No, said the priest. Except absolve them of their sins. And of course the conditions of absolution would include a public acknowledgment, a public confession, of guilt.
I guess that works, said Meriwether. Unless they just… refuse.
If they do, I carry their secret to the grave.
Me, said Meriwether, I couldn’t do that. I’d have to tell somebody.
And I wouldn’t be seeing them in heaven, said the priest. They wouldn’t be going there.
So they can’t win, said Meriwether.
Who can’t win at what exactly?
The criminal who confesses to you.
He surely can win, the priest replied. By finding his way to the Lord.
Not too great of a win, said Meriwether. Because look it’s either prison or hell—hell on earth or hell afterward, take your pick about it.
The priest smiled a thin wan smile. Tom saw he didn’t mean the things he said, as if they were only metaphors. Well put, said the priest. Nicely articulated. But smart to always choose prison over hell. Eternity’s a very long time.
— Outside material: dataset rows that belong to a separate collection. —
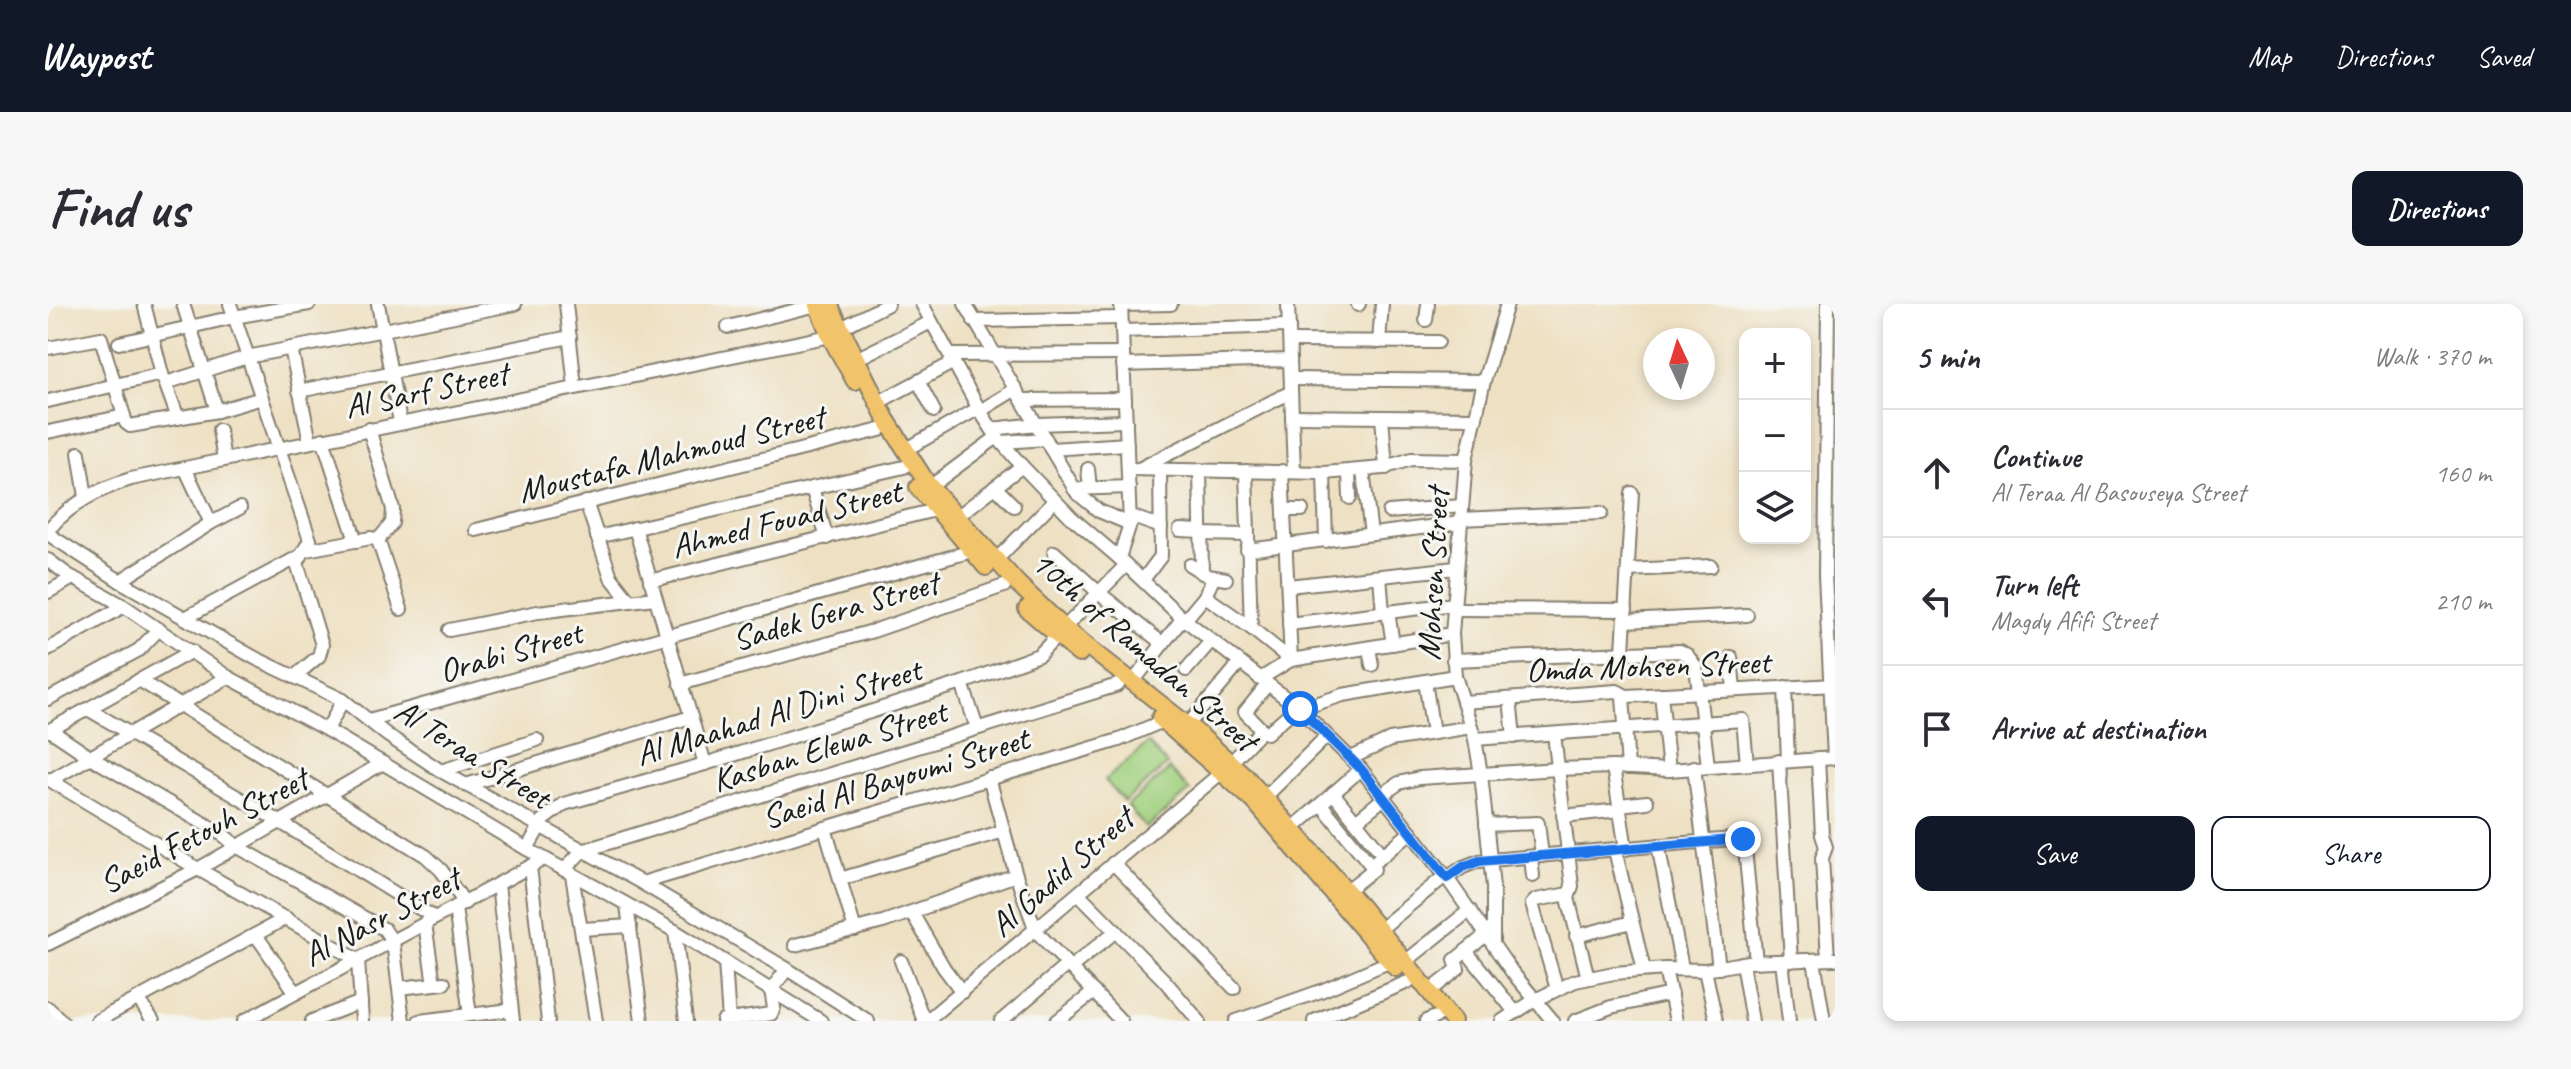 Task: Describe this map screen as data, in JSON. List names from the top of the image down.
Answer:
{
  "streets": {
    "main road": ["10th of Ramadan Street"],
    "street": [
      "Al Sarf Street",
      "Moustafa Mahmoud Street",
      "Ahmed Fouad Street",
      "Mohsen Street",
      "Sadek Gera Street",
      "Orabi Street",
      "Omda Mohsen Street",
      "Al Maahad Al Dini Street",
      "Kasban Elewa Street",
      "Al Teraa Street",
      "Saeid Al Bayoumi Street",
      "Saeid Fetouh Street",
      "Al Gadid Street",
      "Al Nasr Street"
    ]
  },
  "crossings": [
    ["Al Sarf Street", "10th of Ramadan Street"],
    ["Al Sarf Street", "Al Teraa Street"],
    ["Moustafa Mahmoud Street", "10th of Ramadan Street"],
    ["Ahmed Fouad Street", "10th of Ramadan Street"],
    ["Mohsen Street", "Omda Mohsen Street"],
    ["Sadek Gera Street", "10th of Ramadan Street"],
    ["10th of Ramadan Street", "Orabi Street"],
    ["10th of Ramadan Street", "Al Maahad Al Dini Street"],
    ["10th of Ramadan Street", "Kasban Elewa Street"],
    ["10th of Ramadan Street", "Saeid Al Bayoumi Street"],
    ["10th of Ramadan Street", "Al Gadid Street"],
    ["Orabi Street", "Al Teraa Street"],
    ["Al Maahad Al Dini Street", "Al Teraa Street"],
    ["Kasban Elewa Street", "Al Teraa Street"],
    ["Al Teraa Street", "Saeid Al Bayoumi Street"]
  ],
  "north": "top",
  "page": {
    "header": "Waypost",
    "nav": ["Map", "Directions", "Saved"],
    "buttons": [
      "Directions",
      ["Save", "Share"]
    ],
    "title": "Find us",
    "heading": ["5 min", "Walk · 370 m"],
    "map_buttons": ["+", "−"],
    "list": [
      ["Continue", "Al Teraa Al Basouseya Street", "160 m"],
      ["Turn left", "Magdy Afifi Street", "210 m"],
      "Arrive at destination"
    ]
  }
}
Meriwether nodded. Hey, he said, and his eyes brightened as Tom had seen them brighten before for Jack Daniel’s and Jimmy Beam. Changing the subject. You’re probably in a hurry. I know that. But real quick. Sorry about this. But this is my one opportunity to ask. The mushroom girl. What is that?
The priest blinked, his jaw tightened, he bit his lip momentarily. She claims, he said, to have seen the Blessed Mother. She claims to have had… visions.
What do you think? Tom asked.
I don’t think anything either way. It’s premature to think anything without facts or evidence.
I went up there. I saw her in the woods.
Yes—we missed you at mass yesterday.
I hardly ever miss, said Tom.
Saturday night you can always attend. As well as twice on Sunday. The priest absentmindedly picked lint from his overcoat. So you went to the woods, he observed.
With a huge crowd. From all over the country.